> **EXERCISE PROMPT**
Using the records that appear below, write out exactly the lines from the one with "M204,1270l13,18 -66,50 -13,-18z" through the one with "paint(building, '#dacfcb');", keeping both end lines.

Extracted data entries

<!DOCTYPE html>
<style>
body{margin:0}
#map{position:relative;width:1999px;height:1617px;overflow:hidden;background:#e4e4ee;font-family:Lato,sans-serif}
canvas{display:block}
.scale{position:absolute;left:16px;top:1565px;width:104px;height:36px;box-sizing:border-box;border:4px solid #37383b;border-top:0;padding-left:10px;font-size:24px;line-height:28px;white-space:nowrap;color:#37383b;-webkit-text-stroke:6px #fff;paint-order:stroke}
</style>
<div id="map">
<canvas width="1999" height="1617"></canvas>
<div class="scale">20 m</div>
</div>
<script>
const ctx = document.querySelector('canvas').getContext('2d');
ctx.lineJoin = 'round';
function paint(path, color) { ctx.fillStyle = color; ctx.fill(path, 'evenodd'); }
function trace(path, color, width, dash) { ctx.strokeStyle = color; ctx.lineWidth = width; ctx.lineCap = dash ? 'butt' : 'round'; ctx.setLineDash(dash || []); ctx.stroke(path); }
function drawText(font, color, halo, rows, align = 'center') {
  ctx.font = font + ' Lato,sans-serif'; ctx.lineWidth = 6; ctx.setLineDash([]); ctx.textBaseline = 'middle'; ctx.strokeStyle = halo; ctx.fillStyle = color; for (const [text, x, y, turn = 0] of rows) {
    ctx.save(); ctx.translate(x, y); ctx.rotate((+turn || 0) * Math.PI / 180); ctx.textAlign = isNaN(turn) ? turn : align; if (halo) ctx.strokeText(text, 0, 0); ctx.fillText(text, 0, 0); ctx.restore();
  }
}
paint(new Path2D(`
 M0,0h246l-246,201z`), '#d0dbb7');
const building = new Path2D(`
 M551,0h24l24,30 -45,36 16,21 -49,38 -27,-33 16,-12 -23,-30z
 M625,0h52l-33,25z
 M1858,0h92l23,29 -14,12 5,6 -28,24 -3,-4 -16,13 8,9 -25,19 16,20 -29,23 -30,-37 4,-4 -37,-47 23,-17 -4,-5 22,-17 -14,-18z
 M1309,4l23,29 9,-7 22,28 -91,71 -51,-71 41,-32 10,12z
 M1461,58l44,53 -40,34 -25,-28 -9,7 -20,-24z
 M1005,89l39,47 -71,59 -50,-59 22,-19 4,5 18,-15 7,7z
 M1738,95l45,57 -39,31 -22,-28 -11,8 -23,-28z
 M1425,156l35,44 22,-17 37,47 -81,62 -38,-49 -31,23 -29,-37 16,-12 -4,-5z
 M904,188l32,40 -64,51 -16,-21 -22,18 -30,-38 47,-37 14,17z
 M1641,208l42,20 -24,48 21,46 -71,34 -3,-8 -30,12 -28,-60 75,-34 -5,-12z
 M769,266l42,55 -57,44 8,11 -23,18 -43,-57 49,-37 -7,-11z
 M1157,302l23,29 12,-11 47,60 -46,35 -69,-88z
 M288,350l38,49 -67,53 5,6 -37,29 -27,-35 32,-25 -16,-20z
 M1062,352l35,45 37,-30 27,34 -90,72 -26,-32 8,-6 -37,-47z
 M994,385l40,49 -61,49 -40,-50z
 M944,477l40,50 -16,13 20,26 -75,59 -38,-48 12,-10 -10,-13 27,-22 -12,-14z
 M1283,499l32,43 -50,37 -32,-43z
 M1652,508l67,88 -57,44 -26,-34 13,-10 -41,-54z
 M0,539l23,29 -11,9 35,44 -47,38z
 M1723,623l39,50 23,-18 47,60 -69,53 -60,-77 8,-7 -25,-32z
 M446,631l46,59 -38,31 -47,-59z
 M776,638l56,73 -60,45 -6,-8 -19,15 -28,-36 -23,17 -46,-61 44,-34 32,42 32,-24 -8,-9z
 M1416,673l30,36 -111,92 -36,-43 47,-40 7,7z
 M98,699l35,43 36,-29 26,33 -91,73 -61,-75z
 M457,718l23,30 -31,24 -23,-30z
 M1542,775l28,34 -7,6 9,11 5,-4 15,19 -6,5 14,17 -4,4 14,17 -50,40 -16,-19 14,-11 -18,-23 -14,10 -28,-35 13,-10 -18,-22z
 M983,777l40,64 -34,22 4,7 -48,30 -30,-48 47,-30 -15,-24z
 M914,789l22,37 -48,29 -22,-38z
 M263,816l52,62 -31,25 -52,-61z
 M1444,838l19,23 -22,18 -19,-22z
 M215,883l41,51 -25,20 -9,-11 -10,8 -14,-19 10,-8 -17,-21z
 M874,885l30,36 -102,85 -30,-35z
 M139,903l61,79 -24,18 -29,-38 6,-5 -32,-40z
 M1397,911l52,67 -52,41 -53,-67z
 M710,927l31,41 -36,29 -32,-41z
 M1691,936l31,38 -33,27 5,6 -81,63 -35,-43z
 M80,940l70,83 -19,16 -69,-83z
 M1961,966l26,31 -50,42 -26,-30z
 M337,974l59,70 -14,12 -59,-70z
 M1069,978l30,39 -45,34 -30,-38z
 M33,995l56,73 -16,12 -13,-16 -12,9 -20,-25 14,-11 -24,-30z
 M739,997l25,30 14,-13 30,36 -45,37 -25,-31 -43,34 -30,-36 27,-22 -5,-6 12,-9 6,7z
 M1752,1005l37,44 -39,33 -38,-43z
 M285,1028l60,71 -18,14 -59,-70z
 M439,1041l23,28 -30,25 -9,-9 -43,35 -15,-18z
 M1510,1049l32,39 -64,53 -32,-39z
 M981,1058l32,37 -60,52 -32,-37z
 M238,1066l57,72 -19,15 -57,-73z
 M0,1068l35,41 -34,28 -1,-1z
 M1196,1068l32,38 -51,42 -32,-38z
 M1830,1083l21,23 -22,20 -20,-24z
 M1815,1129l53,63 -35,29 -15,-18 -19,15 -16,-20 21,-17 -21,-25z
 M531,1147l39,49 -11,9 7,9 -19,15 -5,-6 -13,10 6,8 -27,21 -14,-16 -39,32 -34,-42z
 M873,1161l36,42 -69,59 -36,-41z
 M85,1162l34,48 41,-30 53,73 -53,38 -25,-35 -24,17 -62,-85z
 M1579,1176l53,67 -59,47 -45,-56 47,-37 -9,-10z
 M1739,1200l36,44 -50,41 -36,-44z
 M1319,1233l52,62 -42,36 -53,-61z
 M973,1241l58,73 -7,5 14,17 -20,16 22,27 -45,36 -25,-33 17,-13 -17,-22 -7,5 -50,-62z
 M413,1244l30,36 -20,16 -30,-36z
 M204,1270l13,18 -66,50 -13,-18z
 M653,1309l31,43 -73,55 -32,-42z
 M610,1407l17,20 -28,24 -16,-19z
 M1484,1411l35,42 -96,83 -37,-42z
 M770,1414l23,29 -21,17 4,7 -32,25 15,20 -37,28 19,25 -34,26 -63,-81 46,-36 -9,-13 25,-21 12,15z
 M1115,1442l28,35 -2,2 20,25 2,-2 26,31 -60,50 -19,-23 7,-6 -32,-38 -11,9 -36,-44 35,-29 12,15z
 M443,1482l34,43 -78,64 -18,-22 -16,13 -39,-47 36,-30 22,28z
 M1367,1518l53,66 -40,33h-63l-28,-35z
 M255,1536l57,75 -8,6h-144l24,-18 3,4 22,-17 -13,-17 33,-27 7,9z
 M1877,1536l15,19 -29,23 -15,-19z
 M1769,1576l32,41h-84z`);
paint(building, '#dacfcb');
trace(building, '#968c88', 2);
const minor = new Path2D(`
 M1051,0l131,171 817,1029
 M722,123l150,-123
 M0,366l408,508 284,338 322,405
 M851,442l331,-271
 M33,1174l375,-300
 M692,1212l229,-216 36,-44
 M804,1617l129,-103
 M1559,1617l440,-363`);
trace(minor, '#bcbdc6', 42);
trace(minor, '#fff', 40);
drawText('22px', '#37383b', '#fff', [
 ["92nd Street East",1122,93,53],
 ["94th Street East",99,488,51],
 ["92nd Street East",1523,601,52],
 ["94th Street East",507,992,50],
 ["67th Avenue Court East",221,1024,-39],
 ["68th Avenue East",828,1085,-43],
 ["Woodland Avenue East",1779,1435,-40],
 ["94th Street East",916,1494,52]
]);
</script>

> **REPLY**
 M204,1270l13,18 -66,50 -13,-18z
 M653,1309l31,43 -73,55 -32,-42z
 M610,1407l17,20 -28,24 -16,-19z
 M1484,1411l35,42 -96,83 -37,-42z
 M770,1414l23,29 -21,17 4,7 -32,25 15,20 -37,28 19,25 -34,26 -63,-81 46,-36 -9,-13 25,-21 12,15z
 M1115,1442l28,35 -2,2 20,25 2,-2 26,31 -60,50 -19,-23 7,-6 -32,-38 -11,9 -36,-44 35,-29 12,15z
 M443,1482l34,43 -78,64 -18,-22 -16,13 -39,-47 36,-30 22,28z
 M1367,1518l53,66 -40,33h-63l-28,-35z
 M255,1536l57,75 -8,6h-144l24,-18 3,4 22,-17 -13,-17 33,-27 7,9z
 M1877,1536l15,19 -29,23 -15,-19z
 M1769,1576l32,41h-84z`);
paint(building, '#dacfcb');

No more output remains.